I've just bought a house but what about the garden?

So you have just moved into your new home and you are over the moon that you are finally in. The house looks great but what about the garden?

The garden looks okay, the grass is green but there is no particular interest or a reason to go outside and enjoy it.

To brighten up the garden, you decide to plant a couple of shrubs and flowers and realise when you put a spade into the ground that it is rock hard. The grass is growing on an inch of topsoil and then it's just hard clay underneath - which is rock hard in the summer and dries out and wet and claggy in the winter where it becomes waterlogged.

But you are not disheartened, you get your spade, fork and barrow and dig a hole then fill it with compost and topsoil and with a bit of luck, some nice plants will grow.
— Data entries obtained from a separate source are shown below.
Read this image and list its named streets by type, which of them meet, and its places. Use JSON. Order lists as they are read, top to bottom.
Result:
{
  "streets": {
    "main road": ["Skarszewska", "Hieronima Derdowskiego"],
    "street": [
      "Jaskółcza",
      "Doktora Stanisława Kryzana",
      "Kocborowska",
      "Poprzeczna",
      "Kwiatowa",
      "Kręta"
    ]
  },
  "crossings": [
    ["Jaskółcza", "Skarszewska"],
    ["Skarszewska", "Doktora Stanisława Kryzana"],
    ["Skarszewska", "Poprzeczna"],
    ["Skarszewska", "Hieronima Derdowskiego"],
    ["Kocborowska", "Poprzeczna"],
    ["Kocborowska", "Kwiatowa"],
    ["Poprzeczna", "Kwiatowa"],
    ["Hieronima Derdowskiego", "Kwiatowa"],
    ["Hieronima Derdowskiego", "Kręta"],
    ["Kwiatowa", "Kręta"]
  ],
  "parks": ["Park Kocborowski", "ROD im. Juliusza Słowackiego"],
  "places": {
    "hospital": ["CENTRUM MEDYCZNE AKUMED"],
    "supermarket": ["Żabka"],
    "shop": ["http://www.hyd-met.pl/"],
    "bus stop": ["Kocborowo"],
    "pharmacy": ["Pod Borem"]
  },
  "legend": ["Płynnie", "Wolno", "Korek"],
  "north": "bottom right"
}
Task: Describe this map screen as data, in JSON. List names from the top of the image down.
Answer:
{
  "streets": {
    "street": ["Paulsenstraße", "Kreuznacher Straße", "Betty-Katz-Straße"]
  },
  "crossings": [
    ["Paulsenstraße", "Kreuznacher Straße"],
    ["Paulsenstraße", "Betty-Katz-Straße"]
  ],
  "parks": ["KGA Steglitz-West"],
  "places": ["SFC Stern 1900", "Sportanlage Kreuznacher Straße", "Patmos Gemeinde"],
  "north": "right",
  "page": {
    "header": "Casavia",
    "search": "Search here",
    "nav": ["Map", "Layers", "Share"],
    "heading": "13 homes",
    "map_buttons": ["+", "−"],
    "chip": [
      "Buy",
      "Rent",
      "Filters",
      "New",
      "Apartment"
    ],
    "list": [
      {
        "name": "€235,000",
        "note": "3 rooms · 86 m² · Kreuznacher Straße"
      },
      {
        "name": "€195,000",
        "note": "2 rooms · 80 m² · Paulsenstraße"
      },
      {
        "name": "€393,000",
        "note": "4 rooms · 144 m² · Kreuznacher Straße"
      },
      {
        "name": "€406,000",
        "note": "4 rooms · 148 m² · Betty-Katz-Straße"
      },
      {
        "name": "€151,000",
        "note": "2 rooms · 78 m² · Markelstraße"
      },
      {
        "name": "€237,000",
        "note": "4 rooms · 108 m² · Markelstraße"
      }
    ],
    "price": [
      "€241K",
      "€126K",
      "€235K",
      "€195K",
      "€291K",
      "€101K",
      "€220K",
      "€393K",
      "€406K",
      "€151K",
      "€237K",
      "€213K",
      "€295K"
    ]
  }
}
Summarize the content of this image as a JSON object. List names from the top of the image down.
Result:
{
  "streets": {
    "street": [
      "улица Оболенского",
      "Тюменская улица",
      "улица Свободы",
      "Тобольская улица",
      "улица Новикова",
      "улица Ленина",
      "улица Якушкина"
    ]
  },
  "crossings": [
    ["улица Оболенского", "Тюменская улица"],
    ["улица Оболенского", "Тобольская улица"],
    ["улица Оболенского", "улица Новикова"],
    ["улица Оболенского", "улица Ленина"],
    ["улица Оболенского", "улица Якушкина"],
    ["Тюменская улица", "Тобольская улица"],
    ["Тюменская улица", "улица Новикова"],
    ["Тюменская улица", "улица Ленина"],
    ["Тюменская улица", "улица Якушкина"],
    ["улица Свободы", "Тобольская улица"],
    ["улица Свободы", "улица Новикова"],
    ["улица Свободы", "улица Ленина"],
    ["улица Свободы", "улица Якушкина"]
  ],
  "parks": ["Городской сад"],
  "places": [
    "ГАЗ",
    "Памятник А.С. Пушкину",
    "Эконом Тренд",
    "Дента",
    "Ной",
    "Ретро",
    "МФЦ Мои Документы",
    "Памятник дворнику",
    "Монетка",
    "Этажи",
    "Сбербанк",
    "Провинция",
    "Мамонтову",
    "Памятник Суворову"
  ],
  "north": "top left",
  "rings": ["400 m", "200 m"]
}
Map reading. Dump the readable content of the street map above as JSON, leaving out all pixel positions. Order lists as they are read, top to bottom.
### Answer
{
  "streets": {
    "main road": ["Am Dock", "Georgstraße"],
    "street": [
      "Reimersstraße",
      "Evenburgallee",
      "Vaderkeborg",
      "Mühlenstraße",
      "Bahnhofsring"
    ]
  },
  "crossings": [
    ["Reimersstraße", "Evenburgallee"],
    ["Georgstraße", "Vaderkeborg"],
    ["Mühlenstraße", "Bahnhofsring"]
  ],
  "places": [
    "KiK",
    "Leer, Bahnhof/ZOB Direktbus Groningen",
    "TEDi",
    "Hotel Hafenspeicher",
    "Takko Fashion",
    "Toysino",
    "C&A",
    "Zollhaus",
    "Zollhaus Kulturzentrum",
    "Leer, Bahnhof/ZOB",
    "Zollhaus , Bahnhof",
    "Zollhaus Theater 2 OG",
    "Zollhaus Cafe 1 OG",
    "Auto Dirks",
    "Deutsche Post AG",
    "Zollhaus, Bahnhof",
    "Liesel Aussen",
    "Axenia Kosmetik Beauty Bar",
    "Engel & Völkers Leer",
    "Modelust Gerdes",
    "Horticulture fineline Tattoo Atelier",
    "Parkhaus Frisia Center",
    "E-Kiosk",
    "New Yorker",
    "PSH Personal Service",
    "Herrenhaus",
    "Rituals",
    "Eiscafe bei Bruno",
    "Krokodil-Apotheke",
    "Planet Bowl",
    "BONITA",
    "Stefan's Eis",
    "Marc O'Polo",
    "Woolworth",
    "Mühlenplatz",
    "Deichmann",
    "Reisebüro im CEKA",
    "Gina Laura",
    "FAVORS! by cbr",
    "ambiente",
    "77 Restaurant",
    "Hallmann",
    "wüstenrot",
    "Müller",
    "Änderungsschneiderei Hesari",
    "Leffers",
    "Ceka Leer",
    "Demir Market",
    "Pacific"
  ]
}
But something is still missing, the garden has a couple of shrubs but it hasn't brought it up to the standard of your new house or your own expectations. You look on the internet looking at award winning gardens and wonder why yours can't be like that.

So what can you do first?

Well, think about what you would like to use the garden for.

Have you got young children that would love a levelled out garden so that they could play football?

Do you love entertaining in the spring and summer?

Would you like to use the garden in the evening?

Do you need the garden to be a screen for a backdrop you don't want to look at anymore?

Once you have a list of what you would like to use the garden for, this is the time to talk to a garden designer as he or she will be able to take your ideas and turn your ideas into a well crafted garden which you can enjoy.

Once the garden designer like myself has come up with a concept for the garden, this is the point it gets really interesting as so many elements of design are incorporated to produce something wonderful and unique. Very simply we start looking at how the propery and the garden interact with each other, in order to chose view points and areas of intrigue for example, along the client's functional and aesthetic reasons for the space. Once the concept plan is presented to the client, the fun can start with changing ideas to suit their needs by selecting materials, soils, plants, lighting and so on.

Every garden that is created should relate to its surrounding environment and property so when the garden is completed, it looks like it was always there.

Now you have a reason to go outside...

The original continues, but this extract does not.